Additionally, many strategies actually work better together:

  • International safe actors + deterrence: Deterrence means that safe actors gain breathing room to spend more time on safety. Additionally, the benefits produced by the safe actors could be distributed in exchange for compliance with deterrence measures, encouraging international cooperation.
  • Hostile + cooperative deterrence: The credible threat of hostile measures makes cooperative agreements more attractive.
  • Societal resilience + deterrence: Deterrence could stop most threats, and then society can withstand the few bad actors remaining. This effectively offers a defence-in-depth approach.
  • Domestic safe actors + international safe actors: Having domestic AI capabilities provides diplomatic leverage, and more likely to be able to lead the world into having an international safe actor. Safety research can also be exported from domestic safe actors to international projects.
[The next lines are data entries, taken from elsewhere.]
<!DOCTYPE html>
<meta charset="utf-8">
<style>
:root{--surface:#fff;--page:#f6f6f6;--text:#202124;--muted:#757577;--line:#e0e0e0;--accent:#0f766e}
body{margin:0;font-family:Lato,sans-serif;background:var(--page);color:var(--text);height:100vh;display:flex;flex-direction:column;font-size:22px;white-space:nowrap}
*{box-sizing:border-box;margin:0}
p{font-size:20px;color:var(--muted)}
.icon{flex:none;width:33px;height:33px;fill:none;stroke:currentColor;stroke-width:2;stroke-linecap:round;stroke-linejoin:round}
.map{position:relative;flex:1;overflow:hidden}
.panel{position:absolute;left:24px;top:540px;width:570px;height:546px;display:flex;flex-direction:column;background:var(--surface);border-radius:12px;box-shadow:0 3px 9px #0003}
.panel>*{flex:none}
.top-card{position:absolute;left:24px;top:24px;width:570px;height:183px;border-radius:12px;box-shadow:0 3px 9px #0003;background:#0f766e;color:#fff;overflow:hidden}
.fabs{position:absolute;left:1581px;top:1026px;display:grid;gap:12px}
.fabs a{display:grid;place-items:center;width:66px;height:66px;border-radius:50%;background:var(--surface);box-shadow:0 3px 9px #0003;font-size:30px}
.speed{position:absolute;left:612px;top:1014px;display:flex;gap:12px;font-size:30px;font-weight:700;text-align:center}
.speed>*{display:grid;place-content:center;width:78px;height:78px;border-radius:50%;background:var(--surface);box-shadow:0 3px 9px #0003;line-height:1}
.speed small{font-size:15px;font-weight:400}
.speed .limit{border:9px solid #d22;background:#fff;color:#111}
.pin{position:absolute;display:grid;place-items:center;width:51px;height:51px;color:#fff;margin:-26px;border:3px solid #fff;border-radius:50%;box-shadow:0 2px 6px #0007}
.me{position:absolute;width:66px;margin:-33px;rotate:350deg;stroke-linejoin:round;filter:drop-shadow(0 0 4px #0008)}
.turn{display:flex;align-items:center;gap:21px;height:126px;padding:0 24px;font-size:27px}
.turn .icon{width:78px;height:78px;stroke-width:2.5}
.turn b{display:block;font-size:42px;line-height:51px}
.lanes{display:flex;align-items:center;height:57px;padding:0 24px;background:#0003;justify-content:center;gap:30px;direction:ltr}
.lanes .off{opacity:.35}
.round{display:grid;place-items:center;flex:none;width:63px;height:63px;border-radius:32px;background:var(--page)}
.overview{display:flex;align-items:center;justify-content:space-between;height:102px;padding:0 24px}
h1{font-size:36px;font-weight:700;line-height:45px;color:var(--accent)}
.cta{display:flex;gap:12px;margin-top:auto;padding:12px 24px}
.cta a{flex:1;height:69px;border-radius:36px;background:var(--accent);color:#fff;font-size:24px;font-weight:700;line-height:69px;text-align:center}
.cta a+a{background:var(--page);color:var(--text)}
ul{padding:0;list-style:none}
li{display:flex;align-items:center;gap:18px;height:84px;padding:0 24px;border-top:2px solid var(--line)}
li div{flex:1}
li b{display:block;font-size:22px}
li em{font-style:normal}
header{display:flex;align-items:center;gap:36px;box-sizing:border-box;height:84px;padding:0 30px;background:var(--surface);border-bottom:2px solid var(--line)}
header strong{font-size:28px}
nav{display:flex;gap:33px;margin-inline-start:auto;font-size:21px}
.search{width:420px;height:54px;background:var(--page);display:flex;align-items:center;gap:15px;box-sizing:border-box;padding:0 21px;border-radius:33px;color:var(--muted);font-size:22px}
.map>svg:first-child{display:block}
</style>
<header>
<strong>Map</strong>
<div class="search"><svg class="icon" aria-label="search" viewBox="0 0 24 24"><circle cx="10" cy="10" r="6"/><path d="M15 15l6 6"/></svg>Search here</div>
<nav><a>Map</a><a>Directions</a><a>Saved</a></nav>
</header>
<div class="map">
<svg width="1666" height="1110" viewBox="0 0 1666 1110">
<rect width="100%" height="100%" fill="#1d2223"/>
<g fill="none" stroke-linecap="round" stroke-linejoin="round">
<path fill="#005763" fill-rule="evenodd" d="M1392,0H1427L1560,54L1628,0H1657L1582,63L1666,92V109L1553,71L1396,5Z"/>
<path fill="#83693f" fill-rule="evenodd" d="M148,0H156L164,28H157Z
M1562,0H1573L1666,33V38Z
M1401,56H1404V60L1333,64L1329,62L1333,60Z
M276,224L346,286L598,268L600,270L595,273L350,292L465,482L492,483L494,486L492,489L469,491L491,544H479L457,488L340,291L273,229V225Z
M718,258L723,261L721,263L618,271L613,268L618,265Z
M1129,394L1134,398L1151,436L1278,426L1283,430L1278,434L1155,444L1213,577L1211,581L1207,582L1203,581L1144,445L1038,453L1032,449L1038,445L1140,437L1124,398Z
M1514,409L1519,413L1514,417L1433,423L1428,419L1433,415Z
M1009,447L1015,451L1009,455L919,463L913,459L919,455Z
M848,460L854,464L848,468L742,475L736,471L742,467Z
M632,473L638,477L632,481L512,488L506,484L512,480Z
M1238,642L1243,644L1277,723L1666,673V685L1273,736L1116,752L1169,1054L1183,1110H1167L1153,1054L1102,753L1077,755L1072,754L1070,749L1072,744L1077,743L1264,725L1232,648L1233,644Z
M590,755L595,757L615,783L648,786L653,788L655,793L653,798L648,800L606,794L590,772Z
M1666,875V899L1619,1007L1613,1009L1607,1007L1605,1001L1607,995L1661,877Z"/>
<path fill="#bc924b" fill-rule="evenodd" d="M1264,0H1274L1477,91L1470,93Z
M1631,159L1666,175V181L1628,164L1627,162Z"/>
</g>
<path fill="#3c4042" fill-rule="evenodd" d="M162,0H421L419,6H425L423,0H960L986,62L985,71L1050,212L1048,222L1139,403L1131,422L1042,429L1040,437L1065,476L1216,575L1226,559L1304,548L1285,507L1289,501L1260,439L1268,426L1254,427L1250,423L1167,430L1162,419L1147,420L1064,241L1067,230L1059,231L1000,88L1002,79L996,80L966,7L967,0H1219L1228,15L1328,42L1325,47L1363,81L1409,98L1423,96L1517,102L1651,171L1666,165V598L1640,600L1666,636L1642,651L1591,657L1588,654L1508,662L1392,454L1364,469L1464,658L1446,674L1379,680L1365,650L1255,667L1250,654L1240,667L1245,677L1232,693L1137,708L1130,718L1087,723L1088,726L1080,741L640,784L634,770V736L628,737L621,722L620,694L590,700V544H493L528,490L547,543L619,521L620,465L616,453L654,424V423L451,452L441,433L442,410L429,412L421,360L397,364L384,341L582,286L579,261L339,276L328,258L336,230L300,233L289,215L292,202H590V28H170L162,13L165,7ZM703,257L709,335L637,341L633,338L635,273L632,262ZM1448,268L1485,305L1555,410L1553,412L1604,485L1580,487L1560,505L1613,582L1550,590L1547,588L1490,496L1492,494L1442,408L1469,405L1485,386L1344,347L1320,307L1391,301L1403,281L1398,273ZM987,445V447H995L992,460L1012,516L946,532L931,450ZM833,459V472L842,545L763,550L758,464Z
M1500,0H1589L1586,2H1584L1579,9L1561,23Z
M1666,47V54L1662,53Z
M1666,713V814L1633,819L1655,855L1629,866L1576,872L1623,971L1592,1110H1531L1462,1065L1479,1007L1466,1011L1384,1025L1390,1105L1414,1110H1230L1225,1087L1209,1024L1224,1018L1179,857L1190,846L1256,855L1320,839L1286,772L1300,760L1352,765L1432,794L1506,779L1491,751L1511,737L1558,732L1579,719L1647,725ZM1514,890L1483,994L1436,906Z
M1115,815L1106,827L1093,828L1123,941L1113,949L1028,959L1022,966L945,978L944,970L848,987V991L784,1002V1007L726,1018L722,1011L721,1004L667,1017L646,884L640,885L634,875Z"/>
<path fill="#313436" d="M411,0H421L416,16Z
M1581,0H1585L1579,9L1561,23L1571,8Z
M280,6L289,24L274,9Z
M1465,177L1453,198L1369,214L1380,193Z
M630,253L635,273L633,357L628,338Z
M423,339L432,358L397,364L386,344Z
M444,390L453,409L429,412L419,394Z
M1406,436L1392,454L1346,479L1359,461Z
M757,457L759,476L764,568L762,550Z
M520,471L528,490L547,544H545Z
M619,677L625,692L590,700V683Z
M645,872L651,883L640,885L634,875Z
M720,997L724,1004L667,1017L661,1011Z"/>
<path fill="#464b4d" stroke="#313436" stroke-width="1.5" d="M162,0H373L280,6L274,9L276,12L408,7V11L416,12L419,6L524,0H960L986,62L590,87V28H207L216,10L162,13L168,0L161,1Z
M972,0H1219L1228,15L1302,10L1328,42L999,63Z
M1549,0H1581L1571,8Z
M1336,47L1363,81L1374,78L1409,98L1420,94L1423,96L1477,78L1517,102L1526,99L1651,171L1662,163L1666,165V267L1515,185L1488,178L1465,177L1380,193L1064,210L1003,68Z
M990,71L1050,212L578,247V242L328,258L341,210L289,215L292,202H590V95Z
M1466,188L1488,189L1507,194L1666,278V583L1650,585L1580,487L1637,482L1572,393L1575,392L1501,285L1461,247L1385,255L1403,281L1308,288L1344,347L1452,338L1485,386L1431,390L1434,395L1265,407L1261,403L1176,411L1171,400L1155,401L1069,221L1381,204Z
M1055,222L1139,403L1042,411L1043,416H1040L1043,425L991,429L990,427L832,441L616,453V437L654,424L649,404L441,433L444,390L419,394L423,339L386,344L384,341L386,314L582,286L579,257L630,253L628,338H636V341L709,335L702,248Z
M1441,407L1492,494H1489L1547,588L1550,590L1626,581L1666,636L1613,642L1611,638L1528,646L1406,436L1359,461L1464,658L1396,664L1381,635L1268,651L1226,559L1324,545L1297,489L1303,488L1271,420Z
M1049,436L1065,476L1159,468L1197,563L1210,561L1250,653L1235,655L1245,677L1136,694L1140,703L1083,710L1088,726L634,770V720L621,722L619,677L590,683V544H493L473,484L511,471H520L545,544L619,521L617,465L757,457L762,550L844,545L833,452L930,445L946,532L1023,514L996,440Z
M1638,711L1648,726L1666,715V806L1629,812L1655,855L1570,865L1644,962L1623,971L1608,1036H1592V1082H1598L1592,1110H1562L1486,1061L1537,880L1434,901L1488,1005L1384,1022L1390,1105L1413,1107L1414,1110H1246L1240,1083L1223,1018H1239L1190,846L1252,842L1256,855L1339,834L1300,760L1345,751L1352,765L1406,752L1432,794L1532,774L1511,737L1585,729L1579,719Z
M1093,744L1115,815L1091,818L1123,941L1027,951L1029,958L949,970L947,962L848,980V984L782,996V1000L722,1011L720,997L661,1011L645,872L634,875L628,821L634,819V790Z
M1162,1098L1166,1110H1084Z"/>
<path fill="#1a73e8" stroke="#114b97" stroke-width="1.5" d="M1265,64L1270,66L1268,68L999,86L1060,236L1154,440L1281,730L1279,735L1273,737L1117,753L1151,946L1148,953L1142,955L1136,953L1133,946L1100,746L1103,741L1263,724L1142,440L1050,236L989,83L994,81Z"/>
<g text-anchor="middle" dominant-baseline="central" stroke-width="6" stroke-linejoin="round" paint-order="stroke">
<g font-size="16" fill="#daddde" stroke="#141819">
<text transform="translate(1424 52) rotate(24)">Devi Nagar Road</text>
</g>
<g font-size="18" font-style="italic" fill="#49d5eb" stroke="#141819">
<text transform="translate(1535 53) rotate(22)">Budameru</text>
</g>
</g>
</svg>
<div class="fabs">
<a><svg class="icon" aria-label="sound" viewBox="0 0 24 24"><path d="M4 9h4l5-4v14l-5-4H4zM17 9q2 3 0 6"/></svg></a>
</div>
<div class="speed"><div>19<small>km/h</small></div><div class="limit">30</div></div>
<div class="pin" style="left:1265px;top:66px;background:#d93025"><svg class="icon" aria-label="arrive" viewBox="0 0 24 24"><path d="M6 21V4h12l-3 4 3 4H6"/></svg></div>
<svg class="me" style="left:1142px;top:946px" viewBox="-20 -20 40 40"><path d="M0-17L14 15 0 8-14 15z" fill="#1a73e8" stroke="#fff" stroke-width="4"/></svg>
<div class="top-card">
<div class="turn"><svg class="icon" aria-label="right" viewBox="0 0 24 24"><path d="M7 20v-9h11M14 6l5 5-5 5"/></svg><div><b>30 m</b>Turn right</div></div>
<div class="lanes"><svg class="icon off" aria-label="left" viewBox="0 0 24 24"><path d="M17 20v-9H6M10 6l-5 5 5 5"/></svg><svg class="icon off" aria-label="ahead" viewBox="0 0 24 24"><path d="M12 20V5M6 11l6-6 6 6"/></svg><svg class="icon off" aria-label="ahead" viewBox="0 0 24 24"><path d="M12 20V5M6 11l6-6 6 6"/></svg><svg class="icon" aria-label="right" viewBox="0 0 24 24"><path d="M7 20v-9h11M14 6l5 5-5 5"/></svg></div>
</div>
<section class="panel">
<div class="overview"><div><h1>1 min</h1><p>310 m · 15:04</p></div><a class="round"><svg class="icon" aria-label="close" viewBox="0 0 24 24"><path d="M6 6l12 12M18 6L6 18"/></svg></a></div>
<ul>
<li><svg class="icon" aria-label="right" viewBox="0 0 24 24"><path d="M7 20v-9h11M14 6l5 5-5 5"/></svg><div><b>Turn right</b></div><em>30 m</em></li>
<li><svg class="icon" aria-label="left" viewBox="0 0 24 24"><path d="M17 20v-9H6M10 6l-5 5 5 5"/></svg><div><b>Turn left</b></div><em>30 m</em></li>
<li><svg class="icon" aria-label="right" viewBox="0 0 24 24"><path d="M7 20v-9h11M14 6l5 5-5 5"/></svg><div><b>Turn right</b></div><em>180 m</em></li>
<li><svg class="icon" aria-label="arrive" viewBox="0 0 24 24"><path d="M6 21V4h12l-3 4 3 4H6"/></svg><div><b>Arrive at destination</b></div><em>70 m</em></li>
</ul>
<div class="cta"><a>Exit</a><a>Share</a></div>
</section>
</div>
Finally, different strategies require different talent. This might look like:

  • technical researchers for the safe actor and domestic strategies
  • political experts on the deterrence and international strategies; and
  • entrepreneurs for the societal resilience strategy.

This diversity allows us to leverage more talent across many valuable bets.

The most promising path forward probably involves different groups working on different strategies simultaneously - playing to their comparative advantages while staying loosely coordinated.